Het verschijnen van Bzzlletin 119, dat geheel gewijd is aan het werk van Jan Wolkers, valt passend samen met zijn nieuwe roman De onverbiddelijke tijd. In alle vijftien artikelen komt aan de orde dat Wolkers' romans en novellen voortdurend variaties zijn op de thema's dood, verval, liefde en seksualiteit; ook het ouderlijk huis, de godsdienst, de dood van de broer, de moeder en de geliefde keren steeds terug. Herhaling in het werk van Wolkers vindt Hella Haasse in haar uitvoerige essay geen bezwaar, ze noemt het ‘Een netwerk van beelden’. Ook uitvoerig en ook over Wolkers' ‘beelden’ gaat de bijdrage van Aart van Zoest; hij gaat ook in op Wolkers' veranderde taalgebruik in de laatste romans. Verschillende bijdragen gaan over de vertalingen van Wolkers' werk, onder meer in het Zweeds. Het bijzonder gunstige onthaal dat Wolkers in Zweden te beurt valt, schrijft Amy van Marken toe aan het feit dat Wolkers' boeken zo afwijken van de abstract intellectualistische, politiserende en moraliserende Zweedse literatuur.

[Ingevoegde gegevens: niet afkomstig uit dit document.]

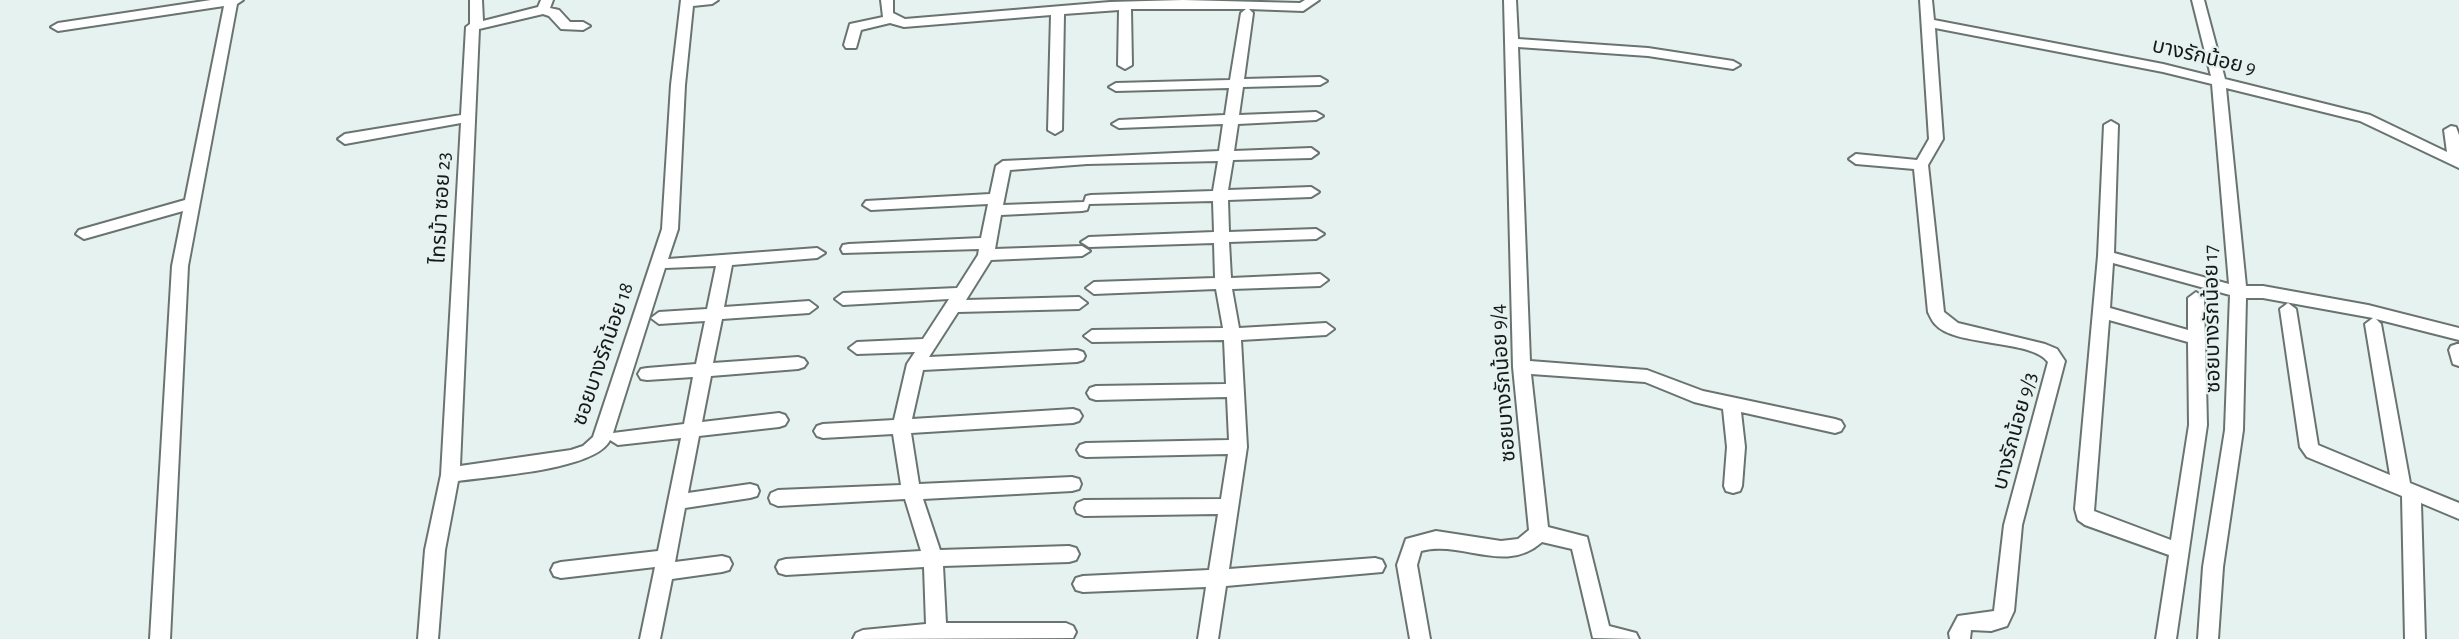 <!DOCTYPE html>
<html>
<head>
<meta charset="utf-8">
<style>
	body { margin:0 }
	canvas { display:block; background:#e6f2ef }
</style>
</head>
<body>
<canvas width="2459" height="639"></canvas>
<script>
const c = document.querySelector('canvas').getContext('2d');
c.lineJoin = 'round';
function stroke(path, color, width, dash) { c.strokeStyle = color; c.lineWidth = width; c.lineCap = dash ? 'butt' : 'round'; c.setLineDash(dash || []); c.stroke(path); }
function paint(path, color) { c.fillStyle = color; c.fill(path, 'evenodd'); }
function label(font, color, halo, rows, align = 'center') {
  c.font = font + ' "Alegreya Sans","Noto Sans Thai",sans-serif'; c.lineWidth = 4.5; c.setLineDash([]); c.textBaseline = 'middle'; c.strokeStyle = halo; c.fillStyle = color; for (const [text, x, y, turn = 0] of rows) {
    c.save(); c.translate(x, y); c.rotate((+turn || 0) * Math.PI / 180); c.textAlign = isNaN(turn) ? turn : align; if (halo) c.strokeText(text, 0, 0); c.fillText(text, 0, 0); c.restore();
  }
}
const minor = new Path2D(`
	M211,0H243L237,4L188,266L170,639H150L172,266L183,211L84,239L76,234L79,230L185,200L224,6L58,31L51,27L58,23Z
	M470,0H482L483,21L538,7L541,0H553L550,8L559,10L570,22H583L590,26L583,30L561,29L549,16L543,14L479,29L460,466L571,450L583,446L593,437L662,229L671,85L681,0H718L712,4L693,6L685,85L678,229L668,259L817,248L825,253L817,258L732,265L724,307L809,301L817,307L809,313L722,319L713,363L798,357L804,359L807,363L804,367L798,369L711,376L702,422L779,413L785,415L788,420L785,425L779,427L699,436L688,493L750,484L757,486L759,491L757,496L750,498L685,508L675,562L722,556L729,558L732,564L729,570L722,572L672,579L660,639H640L655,567L561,578L554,576L551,570L554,564L561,562L658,551L681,438L618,445L610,440C596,470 491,476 458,481L445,550L438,639H418L425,550L441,475L461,123L345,144L338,139L345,134L461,115L466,27L470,24ZM716,266L707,309L659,312L651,318L659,324L705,321L696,364L647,368L641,369L638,374L641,379L647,380L693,377L684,424L613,433L665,268Z
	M881,0H893V13L905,19L1110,2L1183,0L1300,3L1305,0H1319L1303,11L1249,9L1253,13L1244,79L1320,77L1327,81L1320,85L1243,87L1239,115L1316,112L1323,116L1316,120L1238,124L1234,151L1311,148L1318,153L1311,158L1233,160L1228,190L1311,187L1319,192L1311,197L1228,200L1229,232L1316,229L1324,234L1316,239L1229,242L1231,278L1320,274L1328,280L1320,286L1232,289L1239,328L1326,323L1334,329L1326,335L1241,340L1247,447L1229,569L1375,558L1382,560L1385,566L1382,572L1226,586L1218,639H1198L1206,587L1083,592L1076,590L1073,584L1076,578L1083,576L1209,570L1218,514L1084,516L1077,513L1075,508L1077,503L1084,500L1221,499L1228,454L1086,457L1080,455L1077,450L1080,445L1086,443L1229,440L1227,397L1096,400L1090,398L1087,393L1090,388L1096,386L1226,384L1224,340L1092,342L1084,336L1092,330L1223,328L1216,289L1094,294L1086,288L1094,282L1215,278L1214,243L1089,247L1081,242L1089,237L1214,232L1213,201L1089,204L1087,210L1082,211L1001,215L995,249L1082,246L1090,251L1082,256L991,260L966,300L1079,297L1087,303L1079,309L958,312L929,357L1077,350L1083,352L1085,356L1083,360L1077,362L923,370L912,419L1073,409L1079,411L1082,416L1079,421L1073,423L911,433L919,484L1072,477L1079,479L1081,484L1079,489L1072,491L923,499L940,550L1069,546L1076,548L1079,554L1076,560L1069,562L943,566L946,623H1066L1073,626L1076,632L1073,638L853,639L856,633L863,630L926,624L924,567L786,575L779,573L776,567L779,561L786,559L921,551L905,499L778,506L771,503L769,498L771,493L778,490L901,485L893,434L823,438L817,436L814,431L817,426L823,424L894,420L907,364L915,352L857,354L849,348L857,342L923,339L949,299L843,305L835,299L843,293L957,288L978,255L979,249L843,253L841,249L843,245L849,244L981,238L988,204L871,210L863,205L866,201L990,194L996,166L1003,161L1219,151L1223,124L1119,128L1112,124L1119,120L1225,115L1229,88L1116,91L1109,87L1116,83L1230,80L1241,13L1246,9H1131L1132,65L1125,69L1118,65L1119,10L1064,14L1062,130L1055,134L1048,130L1051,15L904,27L890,23L861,30L856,48H846L844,45L850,24L883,17ZM1218,161L1213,191L1091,195L1086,196L1084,202L1003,205L1010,170L1087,164Z
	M1504,0H1516L1518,39L1648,48L1733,61L1740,65L1733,69L1648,56L1518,47L1530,361L1647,370L1703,391L1835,419L1841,421L1844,426L1841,431L1835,433L1741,412L1745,447L1742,486L1740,491L1733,493L1726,491L1724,486L1727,447L1723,409L1694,402L1645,382L1531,374L1548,527L1587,537L1609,626L1636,633L1639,639L1593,638L1572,549L1542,542C1505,575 1463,540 1421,551L1417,565L1430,639H1410L1397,565L1406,539L1436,531L1501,541L1518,539L1529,530L1513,367Z
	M1920,0H1932L1934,20L2163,64L2211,76L2192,0H2204L2225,79L2370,115L2447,152L2444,130L2451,126L2456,127L2459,135V168L2360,121L2226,88L2246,286H2263L2368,305L2459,328V340L2376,319L2381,324L2410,483L2459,503V519L2421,503L2425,639H2405L2402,496L2307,457L2300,447L2280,309L2288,303L2296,309L2318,445L2390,475L2365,324L2373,318L2263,298H2246L2243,430L2223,567L2218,639H2198L2203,567L2225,430L2230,295L2113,263L2110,308L2188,330V298L2196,292L2204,298L2207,425L2176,639H2156L2169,555L2085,525L2078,520L2075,509L2098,256L2104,125L2111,121L2118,125L2114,253L2229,284L2212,84L2163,72L1935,28L1943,139L1928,165L1944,312L1958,323L2045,344L2057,349L2065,361L2022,525L2014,611L2007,626L1991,631L1971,630L1970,639H1950L1949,633L1958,616L1994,611L2004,525L2048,362C2032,339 1954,347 1935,324C1932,321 1930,316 1928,312L1914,169L1856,164L1849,159L1856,154L1917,160L1929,139ZM2109,320L2188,342L2189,425L2171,540L2094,511Z
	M2457,344H2459V366L2453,364L2449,350L2451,346Z`);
const streetNames = [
	["บางรักน้อย 9",2204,57,13],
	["ไทรม้า ซอย 23",441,208,-87],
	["ซอยบางรักน้อย 17",2212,319,-91],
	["ซอยบางรักน้อย 18",603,354,-71],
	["ซอยบางรักน้อย 9/4",1503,383,-94],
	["บางรักน้อย 9/3",2015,431,-75]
];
stroke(minor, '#697471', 4);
paint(minor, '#fff');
label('21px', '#151918', '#e6f2ef', streetNames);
</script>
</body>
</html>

Het langste van de vijf verhalen in het novembernummer van Hollands Maandblad is van Ton Anbeek en, inderdaad, het is een verhaal mét straatrumoer: over de perikelen van een wetenschappelijk medewerker aan de universiteit die met zijn gedachten in het vagevuur van een mogelijk ontslag leeft. De universiteit als emotioneel slagveld, ‘Pompeï aan de vooravond van de dies irae’. De andere verhalen zijn van de essayist Willem Otterspeer, Kester Freriks, Frans Pointl en Maarten 't Hart. De laatste is nogal satirisch.